Conocí a gentes de la mar que decían algo así como no salgas de puerto, si las nubes no corren con el viento y por ahí canta un refrán que dice marzo ventoso y abril lluvioso, hacen a mayo florido y hermoso. La gente de la mar, les decía. Y la del campo, siempre atenta a los cielos, por si traen consigo el pedrisco o el sol abrasador que todo lo seca. Son hábitos de siglos que hoy, merced al lobo de la dana que todo lo asusta, se quedan cortos de precisión.
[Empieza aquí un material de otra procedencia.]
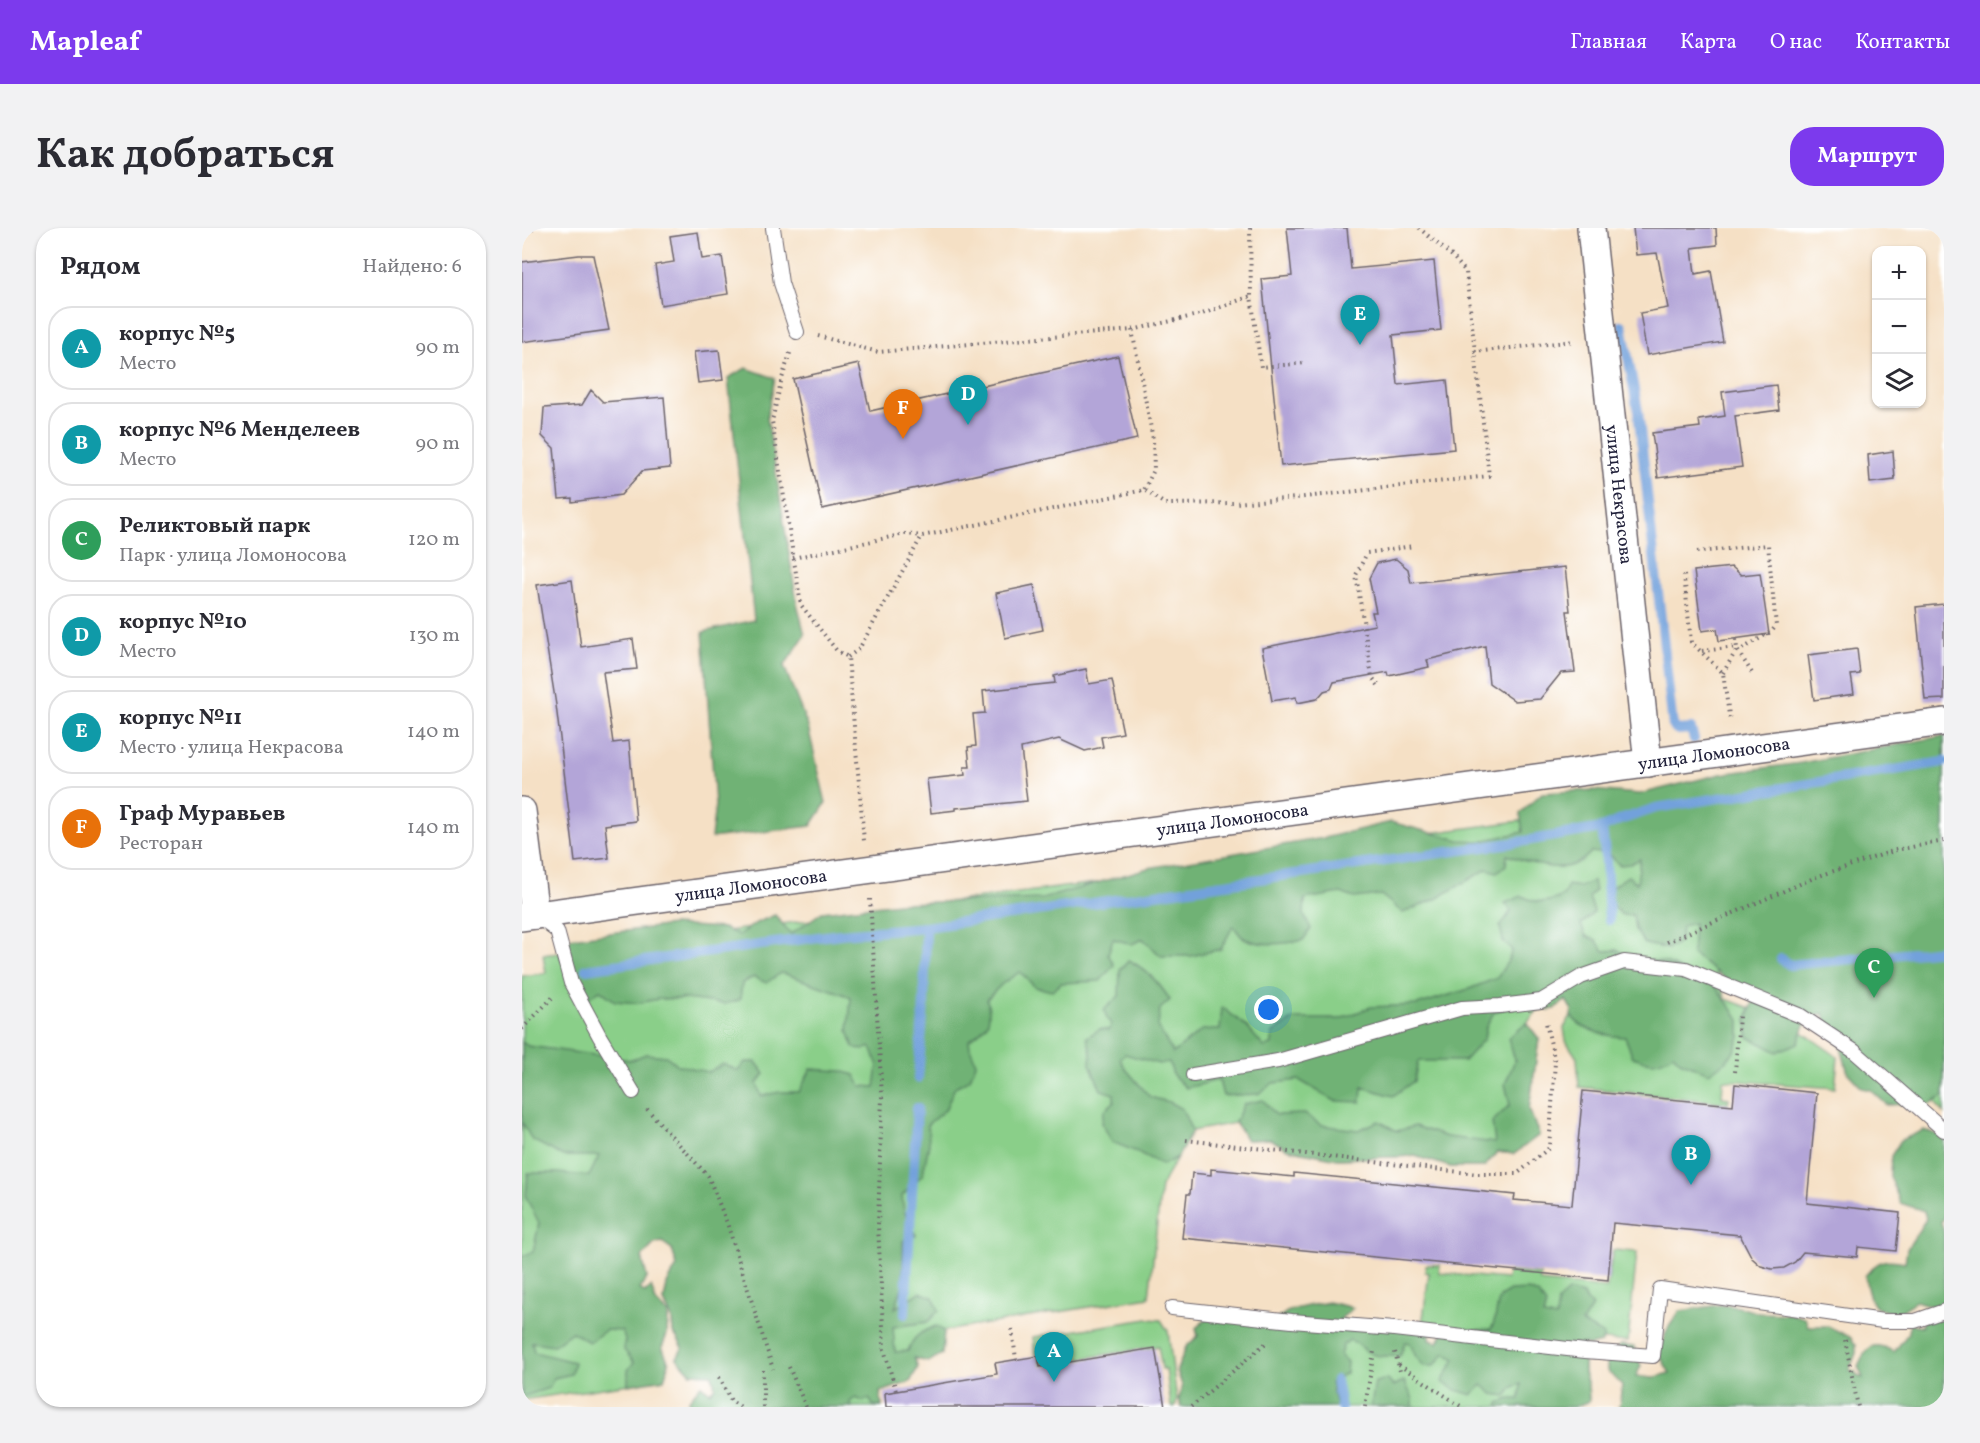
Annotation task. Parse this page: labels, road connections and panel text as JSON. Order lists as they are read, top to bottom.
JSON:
{
  "streets": {
    "street": ["улица Некрасова", "улица Ломоносова"]
  },
  "crossings": [
    ["улица Некрасова", "улица Ломоносова"]
  ],
  "page": {
    "header": "Mapleaf",
    "nav": [
      "Главная",
      "Карта",
      "О нас",
      "Контакты"
    ],
    "title": "Как добраться",
    "buttons": "Маршрут",
    "heading": ["Рядом", "Найдено: 6"],
    "map_buttons": ["+", "−"],
    "pins": [
      "E",
      "D",
      "F",
      "C",
      "B",
      "A"
    ],
    "list": [
      {
        "mark": "A",
        "name": "корпус №5",
        "note": "Место",
        "value": "90 m"
      },
      {
        "mark": "B",
        "name": "корпус №6 Менделеев",
        "note": "Место",
        "value": "90 m"
      },
      {
        "mark": "C",
        "name": "Реликтовый парк",
        "note": "Парк · улица Ломоносова",
        "value": "120 m"
      },
      {
        "mark": "D",
        "name": "корпус №10",
        "note": "Место",
        "value": "130 m"
      },
      {
        "mark": "E",
        "name": "корпус №11",
        "note": "Место · улица Некрасова",
        "value": "140 m"
      },
      {
        "mark": "F",
        "name": "Граф Муравьев",
        "note": "Ресторан",
        "value": "140 m"
      }
    ]
  }
}
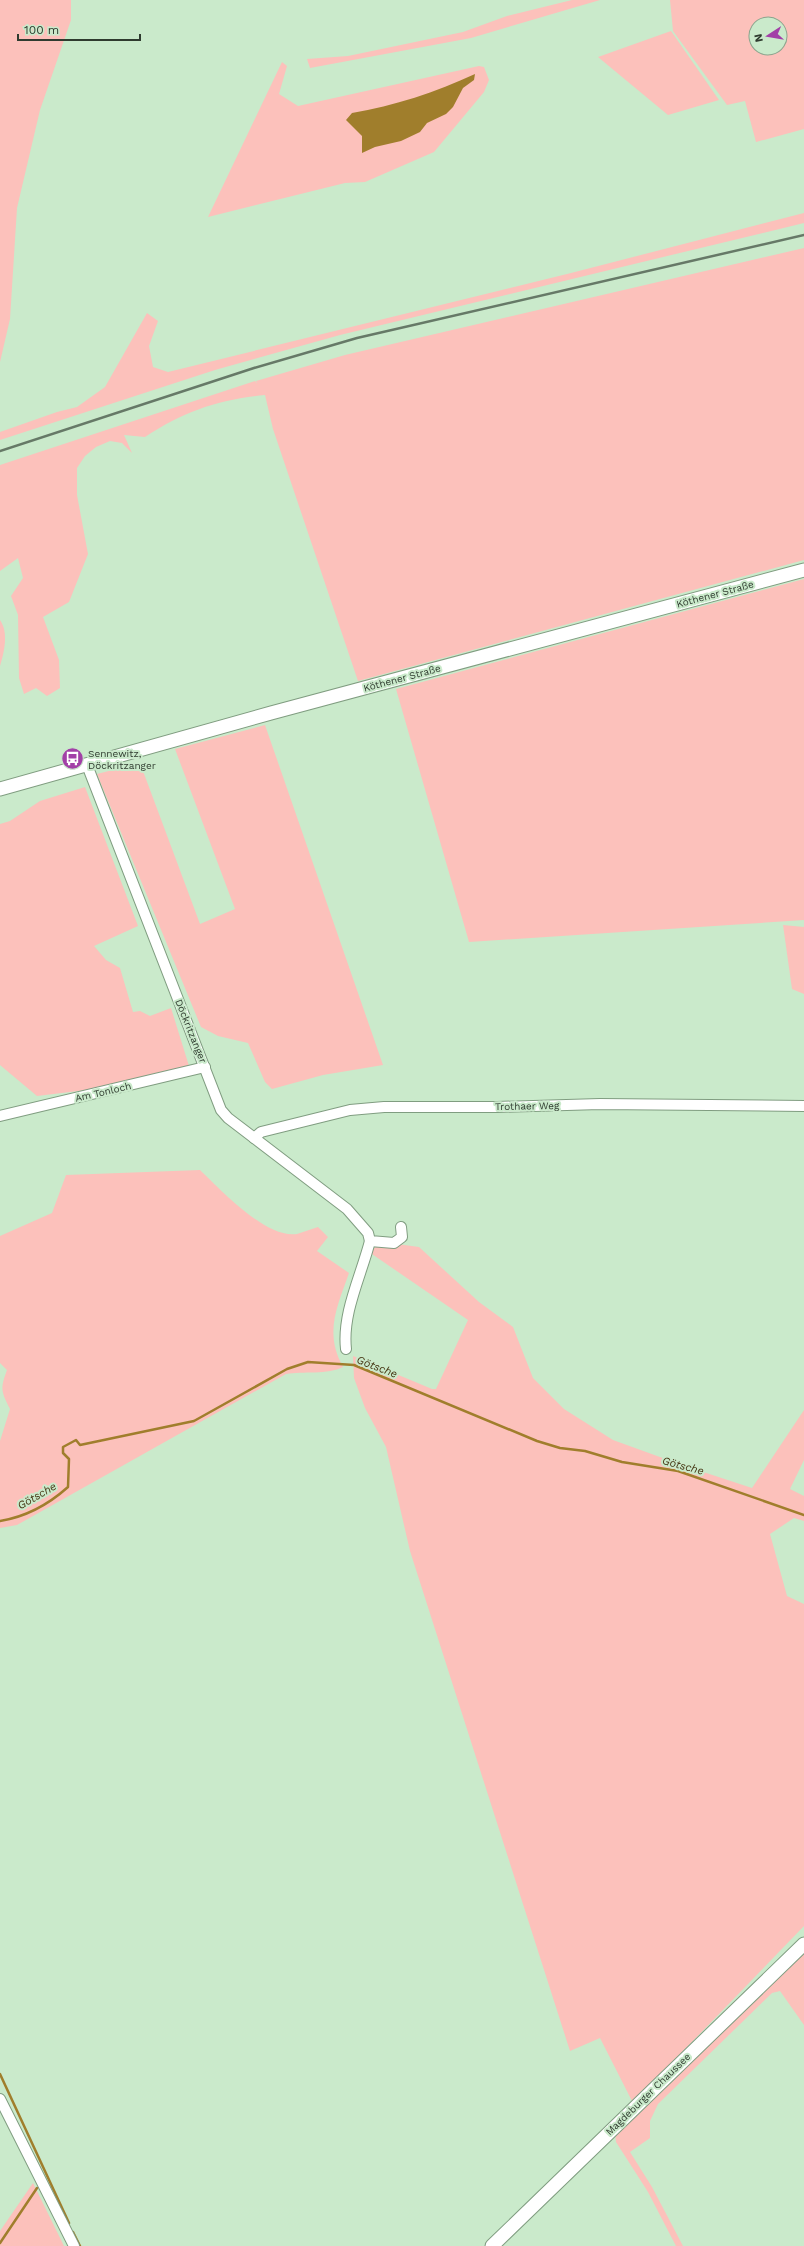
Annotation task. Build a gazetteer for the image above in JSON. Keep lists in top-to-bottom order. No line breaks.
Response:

Ha sido tal el escándalo formado por esa cadena de desinformaciones y tales las nefastas consecuencias que en Euskalmet han detectado una preocupación en la sociedad. Hasta hace algo más de una semana apenas llegaban a dos mil personas las adscritas a un servicio de Euskalmet que enviaba las alertas amarillas, naranjas y rojas. Y supongo que algunas de ellas lo hacían por el interés que les despierta la climatología. La nueva temperatura derivada de las catástrofes y de las amenazas del cambio climático ha desatado una especie de fiebre de demandas. Se han triplicado. Como si nos hiciese falta un Sherlock Holmes en los cielos.

¿Son demasiadas las alarmas?, se preguntan los que temen el cuento de Pedro y el lobo. En un mundo donde el clima parece volverse cada vez más errático, la pregunta que surge es: ¿Son realmente eficaces? ¿Nos están salvando de desastres inminentes o, por el contrario, se han convertido en un ruido de fondo que ignoramos? Es innegable que han salvado vidas, con lo cual el valor de la herramienta está probado. Sin embargo, también hay un lado oscuro en esta historia. La saturación de alertas, muchas veces exageradas o mal interpretadas, ha llevado a una especie de fatiga informativa. Nos bombardean con mensajes de “peligro inminente” y, tras varias ocasiones en las que el desastre no se materializa, la gente comienza a restar importancia. ¿Qué diría Sherlock?